Google’s Gemma 4 and the Apache pivot: Google finally gets serious about open AI

April 2, 2026
5 min read
Illustration of Google Gemma 4 AI models running across server and mobile devices

1. Headline & intro

Google has quietly made one of its most consequential AI moves in years – and it is not another giant cloud model. With Gemma 4 and a switch to the Apache 2.0 license, Google is signaling that local, open-weight AI is now strategic, not experimental. For developers, startups and hardware makers, this is permission to build seriously on Google’s stack without legal headaches or cloud lock-in. In this piece we will look beyond the benchmarks: why this licensing change matters more than parameter counts, how Gemma 4 fits into the battle against Meta and Mistral, and what it could mean for on-device AI in Europe and beyond.

2. The news in brief

According to Ars Technica, Google has announced Gemma 4, a new family of open-weight AI models and the first major update to Gemma in about a year. There are four variants: two larger models aimed at local servers and workstations – a 26B Mixture of Experts (MoE) and a 31B dense model – plus two efficient edge models dubbed Effective 2B (E2B) and Effective 4B (E4B) for mobile and low‑power hardware.

The big models are designed to run unquantized on a single 80 GB Nvidia H100 GPU, and can be quantized down for consumer GPUs. The E2B and E4B models target smartphones and small boards like Raspberry Pi and Jetson Nano, with aggressive optimizations for memory and latency.

Crucially, Google is abandoning its custom Gemma license and releasing Gemma 4 under Apache 2.0, a permissive, widely trusted open-source license. Gemma 4 is available via Google’s AI Studio and AI Edge tools, on Google Cloud, and as downloadable weights on platforms such as Hugging Face, Kaggle and Ollama.

3. Why this matters

The biggest story here is not that Google has a fast 26B MoE or a competent 31B coder. It is that Google has stopped trying to reinvent AI licensing and has moved to Apache 2.0, effectively telling enterprises: you can bet the business on this.

The previous Gemma license was a classic example of a lawyer-driven document that scared off exactly the people Google claimed it wanted: serious developers. The vague prohibited‑use sections, the obligation to police downstream uses, and the potential contamination of other models trained on Gemma‑generated data were all red flags. In practice, that pushed many teams toward Meta’s Llama family or smaller players like Mistral that come with cleaner terms.

Apache 2.0 changes that power dynamic. It allows commercial use, internal deployment, and product integration without fear that Google will retroactively reinterpret the rules. That makes Gemma 4 viable for:

  • Enterprises that want local AI for compliance or latency but cannot risk a bespoke license.
  • Hardware vendors that need to flash models onto devices at the factory.
  • Startups that want to fine‑tune and resell vertical models without negotiating contracts.
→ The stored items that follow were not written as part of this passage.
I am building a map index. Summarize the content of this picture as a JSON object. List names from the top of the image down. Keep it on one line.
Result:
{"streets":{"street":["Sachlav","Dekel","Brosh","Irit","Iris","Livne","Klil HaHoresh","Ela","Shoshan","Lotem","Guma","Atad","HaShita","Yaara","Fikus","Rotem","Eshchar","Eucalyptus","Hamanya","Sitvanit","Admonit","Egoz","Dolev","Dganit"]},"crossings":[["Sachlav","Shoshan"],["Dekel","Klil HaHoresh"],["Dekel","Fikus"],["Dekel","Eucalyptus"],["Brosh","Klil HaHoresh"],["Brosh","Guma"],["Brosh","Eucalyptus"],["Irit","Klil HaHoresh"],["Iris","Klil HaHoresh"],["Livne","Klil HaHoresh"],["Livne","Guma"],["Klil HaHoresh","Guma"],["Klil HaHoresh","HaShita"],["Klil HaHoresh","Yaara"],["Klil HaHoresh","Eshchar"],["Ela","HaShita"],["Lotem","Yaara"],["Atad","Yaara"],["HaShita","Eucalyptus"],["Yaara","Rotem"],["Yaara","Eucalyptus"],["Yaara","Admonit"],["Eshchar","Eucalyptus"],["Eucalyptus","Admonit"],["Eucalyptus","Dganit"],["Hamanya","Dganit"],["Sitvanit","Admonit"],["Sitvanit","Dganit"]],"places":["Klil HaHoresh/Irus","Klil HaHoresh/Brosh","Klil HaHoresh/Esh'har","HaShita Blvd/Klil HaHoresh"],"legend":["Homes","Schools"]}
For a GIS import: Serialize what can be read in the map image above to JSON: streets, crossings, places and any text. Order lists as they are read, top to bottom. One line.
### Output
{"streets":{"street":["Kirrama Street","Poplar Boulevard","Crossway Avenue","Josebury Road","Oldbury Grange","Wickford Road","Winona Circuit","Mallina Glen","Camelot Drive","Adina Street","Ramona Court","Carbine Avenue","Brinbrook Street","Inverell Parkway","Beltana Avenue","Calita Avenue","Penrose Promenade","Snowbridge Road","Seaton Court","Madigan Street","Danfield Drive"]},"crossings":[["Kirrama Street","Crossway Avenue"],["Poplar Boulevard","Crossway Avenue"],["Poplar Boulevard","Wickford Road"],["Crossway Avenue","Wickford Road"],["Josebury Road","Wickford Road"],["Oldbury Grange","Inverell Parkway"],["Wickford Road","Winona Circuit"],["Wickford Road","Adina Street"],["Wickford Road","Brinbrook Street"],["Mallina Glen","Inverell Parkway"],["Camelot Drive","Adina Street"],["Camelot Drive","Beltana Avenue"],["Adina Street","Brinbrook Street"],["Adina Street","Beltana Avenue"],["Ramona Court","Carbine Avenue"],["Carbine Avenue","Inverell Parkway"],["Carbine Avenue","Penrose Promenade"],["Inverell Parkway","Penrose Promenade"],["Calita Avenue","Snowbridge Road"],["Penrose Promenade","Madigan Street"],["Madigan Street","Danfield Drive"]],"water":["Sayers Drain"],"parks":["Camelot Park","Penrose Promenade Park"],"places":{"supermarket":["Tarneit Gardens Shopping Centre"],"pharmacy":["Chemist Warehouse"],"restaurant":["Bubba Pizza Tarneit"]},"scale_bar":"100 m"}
There are losers too. Closed‑API vendors will feel more pressure on mid‑tier use cases – code assistants, internal copilots, knowledge search – where a 31B local model is “good enough” and much cheaper to operate at scale. Smaller open‑weight providers with more restrictive or unclear licenses may also find it harder to differentiate when Google is offering Gemma 4 under Apache.

4. The bigger picture

Gemma 4 lands in the middle of several converging trends.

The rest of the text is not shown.